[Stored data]
• • •
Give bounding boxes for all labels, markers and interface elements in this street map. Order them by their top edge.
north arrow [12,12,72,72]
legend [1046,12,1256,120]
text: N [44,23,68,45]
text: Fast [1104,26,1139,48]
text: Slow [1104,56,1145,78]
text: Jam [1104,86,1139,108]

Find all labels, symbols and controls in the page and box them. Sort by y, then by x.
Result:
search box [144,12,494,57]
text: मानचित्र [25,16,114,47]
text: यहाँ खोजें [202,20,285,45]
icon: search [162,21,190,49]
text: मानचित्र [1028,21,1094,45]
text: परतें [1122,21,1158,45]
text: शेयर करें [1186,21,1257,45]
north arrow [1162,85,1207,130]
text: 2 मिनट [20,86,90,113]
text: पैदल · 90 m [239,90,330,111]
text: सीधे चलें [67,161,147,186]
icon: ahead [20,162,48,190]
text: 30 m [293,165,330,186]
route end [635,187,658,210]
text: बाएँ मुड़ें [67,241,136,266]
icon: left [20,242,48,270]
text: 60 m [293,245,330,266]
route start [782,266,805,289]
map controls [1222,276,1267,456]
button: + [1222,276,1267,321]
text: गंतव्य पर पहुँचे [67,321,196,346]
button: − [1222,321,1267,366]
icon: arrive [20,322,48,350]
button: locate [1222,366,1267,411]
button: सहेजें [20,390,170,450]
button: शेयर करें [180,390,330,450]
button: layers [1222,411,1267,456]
• • •
## TASK BRIEF
Please set down each entry again, word for word.

## REPLY TO THE TASK
Give bounding boxes for all labels, markers and interface elements in this street map. Order them by their top edge.
north arrow [12,12,72,72]
legend [1046,12,1256,120]
text: N [44,23,68,45]
text: Fast [1104,26,1139,48]
text: Slow [1104,56,1145,78]
text: Jam [1104,86,1139,108]

Find all labels, symbols and controls in the page and box them. Sort by y, then by x.
Result:
search box [144,12,494,57]
text: मानचित्र [25,16,114,47]
text: यहाँ खोजें [202,20,285,45]
icon: search [162,21,190,49]
text: मानचित्र [1028,21,1094,45]
text: परतें [1122,21,1158,45]
text: शेयर करें [1186,21,1257,45]
north arrow [1162,85,1207,130]
text: 2 मिनट [20,86,90,113]
text: पैदल · 90 m [239,90,330,111]
text: सीधे चलें [67,161,147,186]
icon: ahead [20,162,48,190]
text: 30 m [293,165,330,186]
route end [635,187,658,210]
text: बाएँ मुड़ें [67,241,136,266]
icon: left [20,242,48,270]
text: 60 m [293,245,330,266]
route start [782,266,805,289]
map controls [1222,276,1267,456]
button: + [1222,276,1267,321]
text: गंतव्य पर पहुँचे [67,321,196,346]
button: − [1222,321,1267,366]
icon: arrive [20,322,48,350]
button: locate [1222,366,1267,411]
button: सहेजें [20,390,170,450]
button: शेयर करें [180,390,330,450]
button: layers [1222,411,1267,456]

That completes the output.